EXERCISE DETAILS:
What is needed is a faithful transcription of all the data below, pictures excluded.

GIVEN ENTRIES:
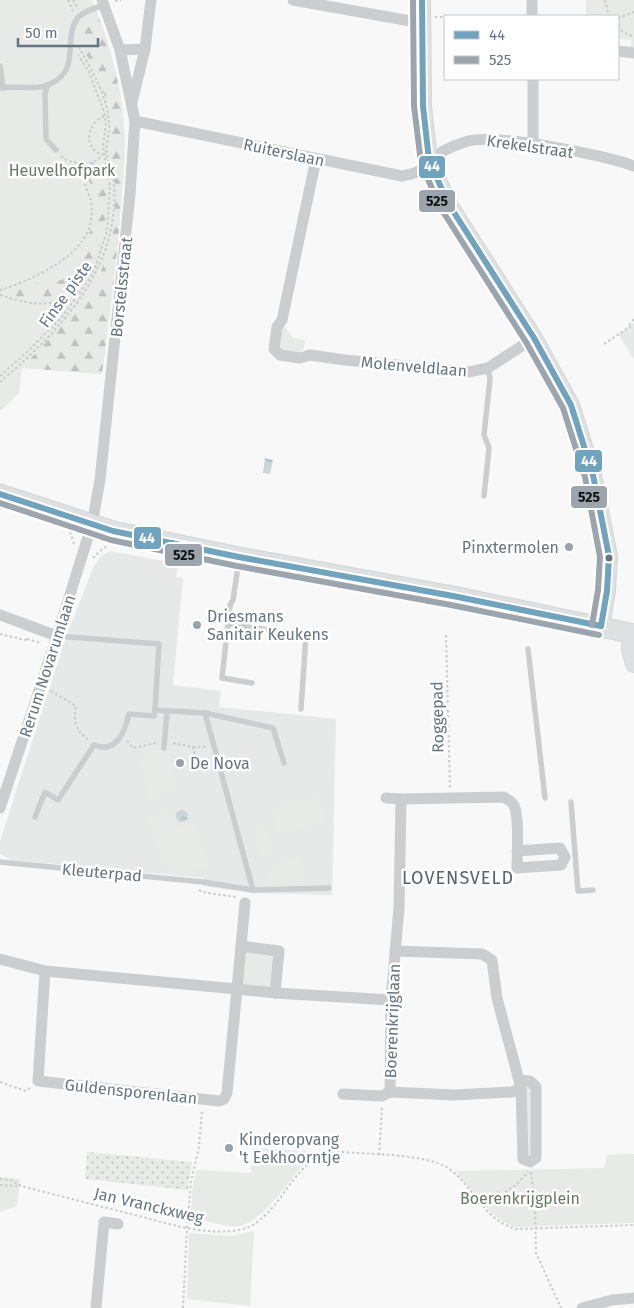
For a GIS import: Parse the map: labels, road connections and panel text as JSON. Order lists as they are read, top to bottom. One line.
{"streets":{"street":["Krekelstraat","Ruiterslaan","Borstelsstraat","Molenveldlaan","Rerum Novarumlaan","Boerenkrijglaan","Guldensporenlaan"],"lane":["Kleuterpad"],"path":["Finse piste","Roggepad","Jan Vranckxweg"]},"crossings":[["Krekelstraat","Ruiterslaan"],["Ruiterslaan","Borstelsstraat"],["Ruiterslaan","Molenveldlaan"],["Borstelsstraat","Rerum Novarumlaan"]],"districts":["LOVENSVELD"],"parks":["Heuvelhofpark","Boerenkrijgplein"],"places":["Pinxtermolen","Driesmans Sanitair Keukens","De Nova","Kinderopvang 't Eekhoorntje"],"lines":["transit line 44","transit line 525"],"legend":["44","525"],"scale_bar":"50 m"}
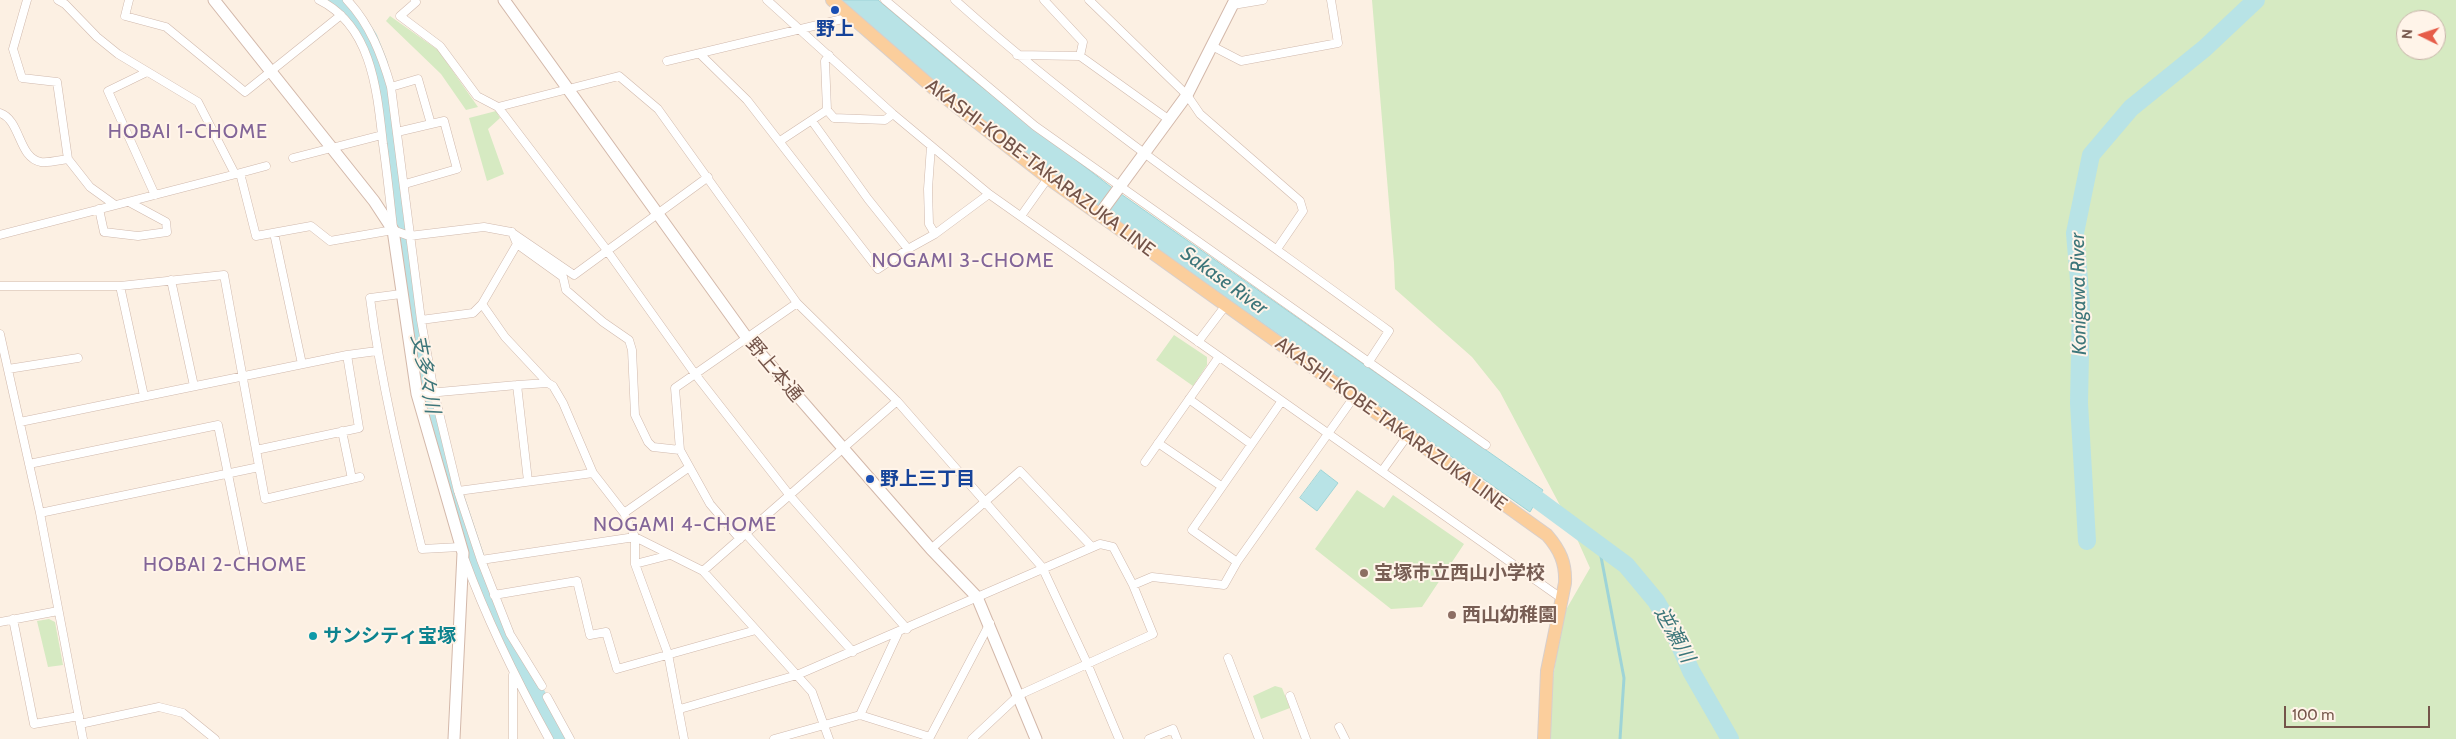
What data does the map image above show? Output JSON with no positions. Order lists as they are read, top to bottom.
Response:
{
  "streets": {
    "main road": ["AKASHI-KOBE-TAKARAZUKA LINE"],
    "street": ["野上本通"]
  },
  "districts": [
    "HOBAI 1-CHOME",
    "NOGAMI 3-CHOME",
    "NOGAMI 4-CHOME",
    "HOBAI 2-CHOME"
  ],
  "water": [
    "Sakase River",
    "Konigawa River",
    "支多々川",
    "逆瀬川"
  ],
  "places": [
    "野上",
    "野上三丁目",
    "宝塚市立西山小学校",
    "西山幼稚園",
    "サンシティ宝塚"
  ],
  "scale_bar": "100 m",
  "north": "left"
}
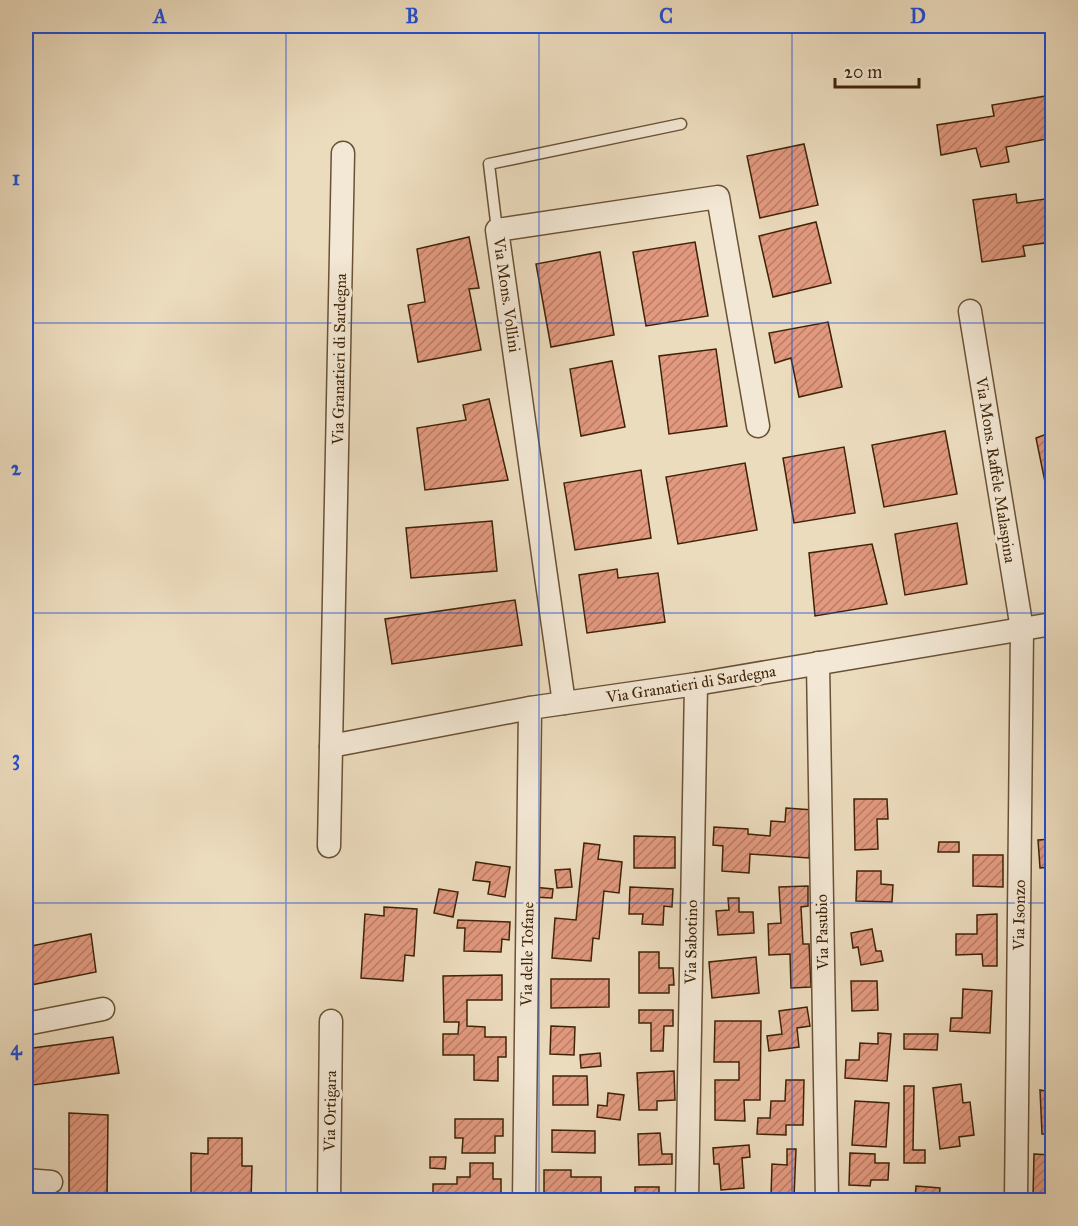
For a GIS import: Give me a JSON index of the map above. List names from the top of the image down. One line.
{"streets":{"street":["Via Mons. Vollini","Via Granatieri di Sardegna","Via Mons. Raffele Malaspina","Via Isonzo","Via Pasubio","Via Sabotino","Via delle Tofane","Via Ortigara"]},"crossings":[["Via Mons. Vollini","Via Granatieri di Sardegna"],["Via Granatieri di Sardegna","Via Mons. Raffele Malaspina"],["Via Granatieri di Sardegna","Via Isonzo"],["Via Granatieri di Sardegna","Via Pasubio"],["Via Granatieri di Sardegna","Via Sabotino"],["Via Granatieri di Sardegna","Via delle Tofane"],["Via Mons. Raffele Malaspina","Via Isonzo"]],"scale_bar":"20 m","grid":{"columns":["A","B","C","D"],"rows":["1","2","3","4"]}}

RESULT OF THE TASK:
For a GIS import: Parse the map: labels, road connections and panel text as JSON. Order lists as they are read, top to bottom. One line.
{"streets":{"street":["Krekelstraat","Ruiterslaan","Borstelsstraat","Molenveldlaan","Rerum Novarumlaan","Boerenkrijglaan","Guldensporenlaan"],"lane":["Kleuterpad"],"path":["Finse piste","Roggepad","Jan Vranckxweg"]},"crossings":[["Krekelstraat","Ruiterslaan"],["Ruiterslaan","Borstelsstraat"],["Ruiterslaan","Molenveldlaan"],["Borstelsstraat","Rerum Novarumlaan"]],"districts":["LOVENSVELD"],"parks":["Heuvelhofpark","Boerenkrijgplein"],"places":["Pinxtermolen","Driesmans Sanitair Keukens","De Nova","Kinderopvang 't Eekhoorntje"],"lines":["transit line 44","transit line 525"],"legend":["44","525"],"scale_bar":"50 m"}
What data does the map image above show? Output JSON with no positions. Order lists as they are read, top to bottom.
Response:
{
  "streets": {
    "main road": ["AKASHI-KOBE-TAKARAZUKA LINE"],
    "street": ["野上本通"]
  },
  "districts": [
    "HOBAI 1-CHOME",
    "NOGAMI 3-CHOME",
    "NOGAMI 4-CHOME",
    "HOBAI 2-CHOME"
  ],
  "water": [
    "Sakase River",
    "Konigawa River",
    "支多々川",
    "逆瀬川"
  ],
  "places": [
    "野上",
    "野上三丁目",
    "宝塚市立西山小学校",
    "西山幼稚園",
    "サンシティ宝塚"
  ],
  "scale_bar": "100 m",
  "north": "left"
}
For a GIS import: Give me a JSON index of the map above. List names from the top of the image down. One line.
{"streets":{"street":["Via Mons. Vollini","Via Granatieri di Sardegna","Via Mons. Raffele Malaspina","Via Isonzo","Via Pasubio","Via Sabotino","Via delle Tofane","Via Ortigara"]},"crossings":[["Via Mons. Vollini","Via Granatieri di Sardegna"],["Via Granatieri di Sardegna","Via Mons. Raffele Malaspina"],["Via Granatieri di Sardegna","Via Isonzo"],["Via Granatieri di Sardegna","Via Pasubio"],["Via Granatieri di Sardegna","Via Sabotino"],["Via Granatieri di Sardegna","Via delle Tofane"],["Via Mons. Raffele Malaspina","Via Isonzo"]],"scale_bar":"20 m","grid":{"columns":["A","B","C","D"],"rows":["1","2","3","4"]}}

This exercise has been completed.